The final track off Weekends’ first, self titled album. The coda features an oscillating snippet of the drummer yelling “Hey!” in a way that some may find annoying, but I interpret as exploding with emotion. It’s the musical equivalent of a thought loop, emerging from the background while life continues in the form of the duo bashing away on their gear.

[bandcamp width=100% height=120 album=549624242 size=large bgcol=ffffff linkcol=0687f5 tracklist=false artwork=small track=3226164341]
4. The White Stripes – The Air Near My Fingers (2003)

“Life is so boring/it’s really got me snoring/wearing out the flooring in a cheap hotel”.

Jack White said that the album, 2003’s Elephant, was a commentary on “the death of the sweetheart” in American culture. In a New York Times interview, White elaborated, saying that “The sweetheart, the gentleman — it’s the same thing. These ideas seem to be in decline, and I hate it. You look at your average teenager with the body piercings and the tattoos. You have white kids going around talking in ghetto accents because they think that makes them hard. It’s so cool to be hard. We’re against that.”

I take this to mean that with this album, the Stripes rally against the lack of emotion in early-oughts American culture. Emotion can be good or bad, but is always powerful. This song is sniffle-enducingly powerful.

5. Jimi Hendrix – Bold As Love (1967)

The final track on Jimi’s sophomore effort Axis: Bold As Love.

The final “underwater” section guitar solo, featuring the first example of flanging on a studio recording, is incredible.

“My red is so confident that he flashes trophies of war, and ribbons of euphoria/Orange is young, full of daring, But very unsteady for the first go round”

http://www.youtube.com/watch?v=vQY26kcbDDc

6. Mumblr – Sober (2014)

The first time I saw Mumblr was under the Greys Ferry bridge, with my friend Nick. We talked to some Temple freshmen girls, drank out of red Solo cups, climbed on the abandoned rail bridge, and got really hurt in the dusty, dirty moshpit. With broken glass underfoot, surrounded by skateboard-swinging punks, huffing generator fumes, my mind went to a really beautiful place.

This song is on their upcoming album Full of Snakes, which comes out September 16th.

7. The Plugz – Reel Ten (1984)

This is off the soundtrack to Repo Man (not Repo Men), the 1984 film about Otto, a young Cali punk played by Emilio Estevez. There’s space travel, secret agents, and great music, often all in the same scene. The lesson to be learned here: when punks grab synthesizers, good things happen.

This track is surfy, spacey, eerie, and jubilant. Many chills to be had.

8. PILE – The Jones (2012) 

“tried to keep up by running in place/tried to keep my cool but all that blood went in my face/now i’m cold”. 

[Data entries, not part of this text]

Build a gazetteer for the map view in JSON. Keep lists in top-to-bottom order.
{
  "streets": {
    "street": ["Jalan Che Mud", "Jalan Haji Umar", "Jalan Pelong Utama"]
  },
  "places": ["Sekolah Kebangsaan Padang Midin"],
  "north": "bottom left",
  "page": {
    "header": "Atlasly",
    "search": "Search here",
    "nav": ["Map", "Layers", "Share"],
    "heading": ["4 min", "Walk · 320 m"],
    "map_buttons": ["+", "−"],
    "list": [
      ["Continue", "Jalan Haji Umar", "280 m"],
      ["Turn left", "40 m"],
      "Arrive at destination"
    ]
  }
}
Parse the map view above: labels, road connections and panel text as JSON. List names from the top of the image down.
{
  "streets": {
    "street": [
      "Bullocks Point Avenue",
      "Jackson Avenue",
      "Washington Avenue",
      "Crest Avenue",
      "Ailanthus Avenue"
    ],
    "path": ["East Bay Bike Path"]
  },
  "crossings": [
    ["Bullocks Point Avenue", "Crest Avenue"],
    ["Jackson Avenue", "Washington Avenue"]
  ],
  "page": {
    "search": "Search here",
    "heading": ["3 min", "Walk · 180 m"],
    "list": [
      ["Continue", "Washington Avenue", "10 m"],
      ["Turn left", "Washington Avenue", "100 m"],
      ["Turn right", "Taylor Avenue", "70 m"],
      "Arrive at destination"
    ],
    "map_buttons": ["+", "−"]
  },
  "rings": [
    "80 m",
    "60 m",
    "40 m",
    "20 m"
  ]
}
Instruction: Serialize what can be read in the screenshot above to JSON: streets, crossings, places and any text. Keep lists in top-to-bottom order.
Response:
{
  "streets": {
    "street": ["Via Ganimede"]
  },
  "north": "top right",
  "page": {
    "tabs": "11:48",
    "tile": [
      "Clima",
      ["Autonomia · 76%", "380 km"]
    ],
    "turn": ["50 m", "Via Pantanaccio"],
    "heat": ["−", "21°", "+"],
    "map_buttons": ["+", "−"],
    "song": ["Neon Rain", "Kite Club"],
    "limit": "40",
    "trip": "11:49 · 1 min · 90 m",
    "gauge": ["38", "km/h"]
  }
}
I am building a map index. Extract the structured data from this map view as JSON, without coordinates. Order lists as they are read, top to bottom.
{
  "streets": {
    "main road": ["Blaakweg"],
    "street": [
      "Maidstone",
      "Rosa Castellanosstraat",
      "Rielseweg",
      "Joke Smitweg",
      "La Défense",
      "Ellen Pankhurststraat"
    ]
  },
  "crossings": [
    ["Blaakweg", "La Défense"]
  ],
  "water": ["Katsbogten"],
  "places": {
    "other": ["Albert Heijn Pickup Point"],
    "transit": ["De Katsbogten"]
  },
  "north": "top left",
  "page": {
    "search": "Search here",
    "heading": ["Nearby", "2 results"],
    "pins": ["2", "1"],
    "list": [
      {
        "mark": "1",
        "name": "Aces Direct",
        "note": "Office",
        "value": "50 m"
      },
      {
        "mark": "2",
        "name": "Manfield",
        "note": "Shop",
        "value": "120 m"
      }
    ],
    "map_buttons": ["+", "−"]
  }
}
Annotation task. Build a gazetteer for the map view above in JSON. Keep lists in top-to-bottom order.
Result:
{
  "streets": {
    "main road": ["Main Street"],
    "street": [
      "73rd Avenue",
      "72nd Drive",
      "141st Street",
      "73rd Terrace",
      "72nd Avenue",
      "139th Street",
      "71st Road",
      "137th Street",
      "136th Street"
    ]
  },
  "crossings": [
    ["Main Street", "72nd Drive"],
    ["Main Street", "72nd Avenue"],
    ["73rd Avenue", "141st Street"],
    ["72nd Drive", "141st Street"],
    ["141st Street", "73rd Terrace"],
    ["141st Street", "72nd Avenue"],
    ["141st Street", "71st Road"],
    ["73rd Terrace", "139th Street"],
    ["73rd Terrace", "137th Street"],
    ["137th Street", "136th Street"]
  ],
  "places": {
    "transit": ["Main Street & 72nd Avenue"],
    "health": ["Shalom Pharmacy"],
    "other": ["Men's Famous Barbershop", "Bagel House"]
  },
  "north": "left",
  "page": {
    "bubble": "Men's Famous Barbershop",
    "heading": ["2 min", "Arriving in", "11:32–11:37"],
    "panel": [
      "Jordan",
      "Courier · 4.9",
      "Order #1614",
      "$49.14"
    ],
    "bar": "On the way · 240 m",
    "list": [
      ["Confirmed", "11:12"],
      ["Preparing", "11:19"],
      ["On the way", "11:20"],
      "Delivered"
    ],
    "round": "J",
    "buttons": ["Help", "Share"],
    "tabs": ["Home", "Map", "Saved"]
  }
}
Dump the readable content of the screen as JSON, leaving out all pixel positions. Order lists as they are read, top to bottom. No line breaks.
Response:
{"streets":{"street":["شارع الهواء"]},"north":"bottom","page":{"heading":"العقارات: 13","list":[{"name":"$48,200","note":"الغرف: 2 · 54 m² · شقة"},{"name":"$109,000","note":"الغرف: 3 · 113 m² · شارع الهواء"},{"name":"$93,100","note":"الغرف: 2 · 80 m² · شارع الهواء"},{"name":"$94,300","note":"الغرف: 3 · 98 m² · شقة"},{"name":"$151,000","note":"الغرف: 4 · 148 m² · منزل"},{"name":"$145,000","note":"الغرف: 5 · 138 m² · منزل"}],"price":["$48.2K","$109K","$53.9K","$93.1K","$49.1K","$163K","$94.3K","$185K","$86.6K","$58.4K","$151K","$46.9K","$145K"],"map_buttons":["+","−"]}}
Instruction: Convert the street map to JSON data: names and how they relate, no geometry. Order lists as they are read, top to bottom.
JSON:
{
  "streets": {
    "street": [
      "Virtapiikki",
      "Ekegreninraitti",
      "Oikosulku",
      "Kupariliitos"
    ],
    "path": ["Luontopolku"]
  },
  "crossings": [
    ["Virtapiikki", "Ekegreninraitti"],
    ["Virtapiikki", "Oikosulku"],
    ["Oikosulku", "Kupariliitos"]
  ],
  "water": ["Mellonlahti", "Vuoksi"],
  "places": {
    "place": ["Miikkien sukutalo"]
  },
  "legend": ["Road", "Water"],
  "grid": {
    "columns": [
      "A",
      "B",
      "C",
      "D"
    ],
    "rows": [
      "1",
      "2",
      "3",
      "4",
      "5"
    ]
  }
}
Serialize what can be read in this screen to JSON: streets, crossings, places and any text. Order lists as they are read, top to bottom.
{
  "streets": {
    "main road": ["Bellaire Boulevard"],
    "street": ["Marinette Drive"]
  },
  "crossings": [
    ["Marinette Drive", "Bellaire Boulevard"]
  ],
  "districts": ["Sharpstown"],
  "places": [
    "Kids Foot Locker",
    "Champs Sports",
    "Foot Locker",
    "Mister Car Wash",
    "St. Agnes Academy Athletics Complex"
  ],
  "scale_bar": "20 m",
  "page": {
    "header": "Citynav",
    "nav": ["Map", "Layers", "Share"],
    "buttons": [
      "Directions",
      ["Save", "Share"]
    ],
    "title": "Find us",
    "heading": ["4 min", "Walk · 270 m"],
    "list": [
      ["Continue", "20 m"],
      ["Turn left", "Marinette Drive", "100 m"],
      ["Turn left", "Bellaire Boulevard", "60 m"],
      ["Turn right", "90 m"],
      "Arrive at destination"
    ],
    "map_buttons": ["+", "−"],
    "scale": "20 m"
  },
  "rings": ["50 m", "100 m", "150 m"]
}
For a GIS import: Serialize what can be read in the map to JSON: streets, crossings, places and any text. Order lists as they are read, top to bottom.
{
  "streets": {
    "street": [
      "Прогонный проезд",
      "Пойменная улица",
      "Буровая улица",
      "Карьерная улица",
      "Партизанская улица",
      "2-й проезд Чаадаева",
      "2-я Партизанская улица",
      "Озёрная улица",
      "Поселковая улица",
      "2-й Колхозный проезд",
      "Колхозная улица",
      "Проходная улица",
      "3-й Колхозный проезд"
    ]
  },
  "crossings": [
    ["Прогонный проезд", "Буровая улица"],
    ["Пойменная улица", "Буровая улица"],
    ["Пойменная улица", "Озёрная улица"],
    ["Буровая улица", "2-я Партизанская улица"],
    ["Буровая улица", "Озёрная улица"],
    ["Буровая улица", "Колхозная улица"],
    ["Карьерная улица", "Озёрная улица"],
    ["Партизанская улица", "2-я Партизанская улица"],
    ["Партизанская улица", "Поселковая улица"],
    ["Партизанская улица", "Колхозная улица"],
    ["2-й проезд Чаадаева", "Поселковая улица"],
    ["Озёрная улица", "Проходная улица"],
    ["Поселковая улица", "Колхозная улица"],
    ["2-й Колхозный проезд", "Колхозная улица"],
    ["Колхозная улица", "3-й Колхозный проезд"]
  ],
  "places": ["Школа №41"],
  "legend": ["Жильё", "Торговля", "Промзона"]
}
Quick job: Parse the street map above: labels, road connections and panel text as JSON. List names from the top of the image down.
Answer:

I could go on about PILE forever. They’re my favorite band you can bum a cigarette off of. Their KDU live session was awesome. Rick’s lyrics are about as abstract as you can get. That means they have a wide appeal, but are still cutting-edge intellectual.

My thoughts are racing as my body is transformed into a sweaty mosh alien, feeling the air of the Golden Tea House thicken with the essence of fifty other people having the same exact experience.

9. The Front Bottoms – Skeleton (2013)

“Who was I kidding? I can’t get past you/ You are the cops, you are my student loans”

It’s desperate and ragged, but chugs on and on, like a drunk kid making his way home. Drug abuse, feelin’ loose.

10. Double Dagger – Rearranging Digital Deck Chairs (2007) 

Double Dagger is special to me because they were more or less my introduction to basement music, waay back in 2009. Yeah. While this song was never one of their live favorites, it still holds significance because it was pretty much the first Double Dagger song with introspective, philosophical lyrics that are more thoughtful than pissed off. This song is the moment where Double Dagger ceases to be a joke band about graphic design (see also: this song), and becomes the most dangerous band in the land.

http://www.youtube.com/watch?v=3UEGKNOhsKY

“It’s always a problem/when the weight of the world/it’s always a problem/is outweighed by the girl”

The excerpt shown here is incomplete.